> Exercise instructions:
The answer must consist of every line from the entries that holds the word "image".

> The input:
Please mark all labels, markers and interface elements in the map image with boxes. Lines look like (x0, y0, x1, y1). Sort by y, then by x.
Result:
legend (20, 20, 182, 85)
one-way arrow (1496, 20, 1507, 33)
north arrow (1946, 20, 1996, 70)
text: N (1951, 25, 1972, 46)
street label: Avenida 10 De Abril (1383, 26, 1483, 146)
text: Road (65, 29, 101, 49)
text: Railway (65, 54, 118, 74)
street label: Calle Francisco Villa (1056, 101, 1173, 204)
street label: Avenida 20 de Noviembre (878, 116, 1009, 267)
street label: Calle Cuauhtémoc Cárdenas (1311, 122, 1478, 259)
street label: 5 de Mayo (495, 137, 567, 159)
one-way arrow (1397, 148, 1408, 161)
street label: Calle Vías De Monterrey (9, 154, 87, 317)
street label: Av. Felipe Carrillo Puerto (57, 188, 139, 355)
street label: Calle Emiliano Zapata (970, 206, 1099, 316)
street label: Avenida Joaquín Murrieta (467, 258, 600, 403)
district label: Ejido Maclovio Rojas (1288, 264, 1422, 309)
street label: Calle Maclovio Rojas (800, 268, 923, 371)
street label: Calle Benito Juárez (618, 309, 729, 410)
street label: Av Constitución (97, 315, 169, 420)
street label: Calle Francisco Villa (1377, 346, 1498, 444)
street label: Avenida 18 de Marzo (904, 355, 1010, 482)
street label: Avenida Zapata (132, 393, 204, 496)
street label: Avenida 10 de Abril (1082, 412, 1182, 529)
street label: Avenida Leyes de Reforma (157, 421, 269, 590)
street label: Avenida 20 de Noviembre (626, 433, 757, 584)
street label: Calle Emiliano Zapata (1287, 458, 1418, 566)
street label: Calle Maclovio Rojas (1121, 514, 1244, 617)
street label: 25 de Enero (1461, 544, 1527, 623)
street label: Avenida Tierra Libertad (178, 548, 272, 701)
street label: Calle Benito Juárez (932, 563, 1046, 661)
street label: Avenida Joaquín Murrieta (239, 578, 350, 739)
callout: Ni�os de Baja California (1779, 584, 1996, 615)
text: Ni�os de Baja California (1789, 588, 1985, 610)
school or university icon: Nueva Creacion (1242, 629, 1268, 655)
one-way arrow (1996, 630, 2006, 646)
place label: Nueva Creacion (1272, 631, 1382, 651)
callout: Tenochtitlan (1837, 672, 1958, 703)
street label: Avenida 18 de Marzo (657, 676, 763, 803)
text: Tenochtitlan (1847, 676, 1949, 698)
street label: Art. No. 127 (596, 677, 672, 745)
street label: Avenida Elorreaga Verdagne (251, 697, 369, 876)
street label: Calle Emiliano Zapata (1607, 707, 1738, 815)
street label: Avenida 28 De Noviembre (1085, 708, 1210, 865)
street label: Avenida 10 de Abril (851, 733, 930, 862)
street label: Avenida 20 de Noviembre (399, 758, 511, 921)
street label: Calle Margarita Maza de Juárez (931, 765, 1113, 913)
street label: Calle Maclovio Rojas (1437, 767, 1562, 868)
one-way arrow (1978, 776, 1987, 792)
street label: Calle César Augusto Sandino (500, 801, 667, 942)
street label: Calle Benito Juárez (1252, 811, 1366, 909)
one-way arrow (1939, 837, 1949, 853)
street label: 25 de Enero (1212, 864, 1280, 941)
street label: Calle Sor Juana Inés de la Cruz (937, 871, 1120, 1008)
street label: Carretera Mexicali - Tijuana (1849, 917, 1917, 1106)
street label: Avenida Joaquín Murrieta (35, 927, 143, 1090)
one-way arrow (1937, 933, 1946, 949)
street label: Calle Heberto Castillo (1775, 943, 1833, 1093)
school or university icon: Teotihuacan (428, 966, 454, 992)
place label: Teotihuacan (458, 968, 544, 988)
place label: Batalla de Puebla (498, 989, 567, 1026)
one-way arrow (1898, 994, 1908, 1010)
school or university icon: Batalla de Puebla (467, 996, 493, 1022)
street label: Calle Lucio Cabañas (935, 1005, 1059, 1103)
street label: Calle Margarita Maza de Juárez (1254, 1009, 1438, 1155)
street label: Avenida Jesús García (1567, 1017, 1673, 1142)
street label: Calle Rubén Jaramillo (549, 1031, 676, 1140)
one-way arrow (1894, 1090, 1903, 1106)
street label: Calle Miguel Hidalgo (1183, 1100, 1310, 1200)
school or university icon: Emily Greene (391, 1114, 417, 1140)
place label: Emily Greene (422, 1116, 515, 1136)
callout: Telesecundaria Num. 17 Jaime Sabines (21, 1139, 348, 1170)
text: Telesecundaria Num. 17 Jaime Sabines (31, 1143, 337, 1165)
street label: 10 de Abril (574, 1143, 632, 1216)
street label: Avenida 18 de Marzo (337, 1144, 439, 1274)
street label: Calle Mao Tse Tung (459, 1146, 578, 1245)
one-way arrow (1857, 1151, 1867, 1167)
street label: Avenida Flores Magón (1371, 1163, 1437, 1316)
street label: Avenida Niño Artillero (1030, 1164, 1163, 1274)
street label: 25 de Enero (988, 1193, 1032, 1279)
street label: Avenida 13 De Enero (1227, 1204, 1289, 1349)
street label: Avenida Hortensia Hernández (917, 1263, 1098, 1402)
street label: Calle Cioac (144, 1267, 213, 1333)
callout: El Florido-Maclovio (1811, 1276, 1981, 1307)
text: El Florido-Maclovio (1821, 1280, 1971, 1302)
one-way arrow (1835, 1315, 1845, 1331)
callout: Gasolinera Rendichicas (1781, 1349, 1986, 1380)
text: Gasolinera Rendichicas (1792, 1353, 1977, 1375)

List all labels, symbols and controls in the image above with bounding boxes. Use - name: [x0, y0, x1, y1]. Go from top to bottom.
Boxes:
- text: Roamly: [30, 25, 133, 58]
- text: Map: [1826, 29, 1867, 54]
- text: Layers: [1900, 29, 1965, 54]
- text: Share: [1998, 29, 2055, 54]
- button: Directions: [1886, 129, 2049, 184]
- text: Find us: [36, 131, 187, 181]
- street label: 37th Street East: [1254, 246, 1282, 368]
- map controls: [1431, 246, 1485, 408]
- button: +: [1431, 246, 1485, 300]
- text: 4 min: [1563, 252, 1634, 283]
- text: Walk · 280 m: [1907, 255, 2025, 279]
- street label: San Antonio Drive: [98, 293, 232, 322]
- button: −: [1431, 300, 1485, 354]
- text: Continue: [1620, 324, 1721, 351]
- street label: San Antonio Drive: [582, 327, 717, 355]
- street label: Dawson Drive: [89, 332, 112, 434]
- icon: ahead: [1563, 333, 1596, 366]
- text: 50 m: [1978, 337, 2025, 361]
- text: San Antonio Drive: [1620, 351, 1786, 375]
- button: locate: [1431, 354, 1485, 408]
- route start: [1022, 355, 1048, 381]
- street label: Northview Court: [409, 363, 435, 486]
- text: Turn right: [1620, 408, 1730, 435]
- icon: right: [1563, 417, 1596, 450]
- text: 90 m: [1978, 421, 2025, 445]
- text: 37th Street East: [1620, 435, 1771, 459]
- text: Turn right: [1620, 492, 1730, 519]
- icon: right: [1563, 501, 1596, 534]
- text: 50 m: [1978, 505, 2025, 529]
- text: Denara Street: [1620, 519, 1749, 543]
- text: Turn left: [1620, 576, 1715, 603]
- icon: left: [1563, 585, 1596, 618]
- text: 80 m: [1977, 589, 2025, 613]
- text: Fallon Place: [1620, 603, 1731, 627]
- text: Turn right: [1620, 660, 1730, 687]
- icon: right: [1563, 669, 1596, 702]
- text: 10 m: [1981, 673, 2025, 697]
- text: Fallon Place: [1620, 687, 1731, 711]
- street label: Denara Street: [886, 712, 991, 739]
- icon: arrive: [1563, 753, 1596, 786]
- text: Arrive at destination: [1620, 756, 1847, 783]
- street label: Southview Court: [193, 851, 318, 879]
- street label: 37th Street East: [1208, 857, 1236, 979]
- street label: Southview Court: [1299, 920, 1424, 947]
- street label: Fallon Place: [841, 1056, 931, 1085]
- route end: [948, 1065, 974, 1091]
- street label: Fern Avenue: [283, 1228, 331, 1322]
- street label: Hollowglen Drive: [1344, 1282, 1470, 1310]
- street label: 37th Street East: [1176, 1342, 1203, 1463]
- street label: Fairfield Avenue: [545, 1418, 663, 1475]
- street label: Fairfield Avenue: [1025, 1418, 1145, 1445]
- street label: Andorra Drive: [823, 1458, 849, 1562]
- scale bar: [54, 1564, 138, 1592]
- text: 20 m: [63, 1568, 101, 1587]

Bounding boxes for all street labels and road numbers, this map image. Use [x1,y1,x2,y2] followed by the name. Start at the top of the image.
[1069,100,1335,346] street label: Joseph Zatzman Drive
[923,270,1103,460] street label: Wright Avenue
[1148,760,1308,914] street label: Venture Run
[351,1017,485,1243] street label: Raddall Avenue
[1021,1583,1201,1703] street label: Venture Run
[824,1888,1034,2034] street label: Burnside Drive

> Written solution:
Please mark all labels, markers and interface elements in the map image with boxes. Lines look like (x0, y0, x1, y1). Sort by y, then by x.
List all labels, symbols and controls in the image above with bounding boxes. Use - name: [x0, y0, x1, y1]. Go from top to bottom.
Bounding boxes for all street labels and road numbers, this map image. Use [x1,y1,x2,y2] followed by the name. Start at the top of the image.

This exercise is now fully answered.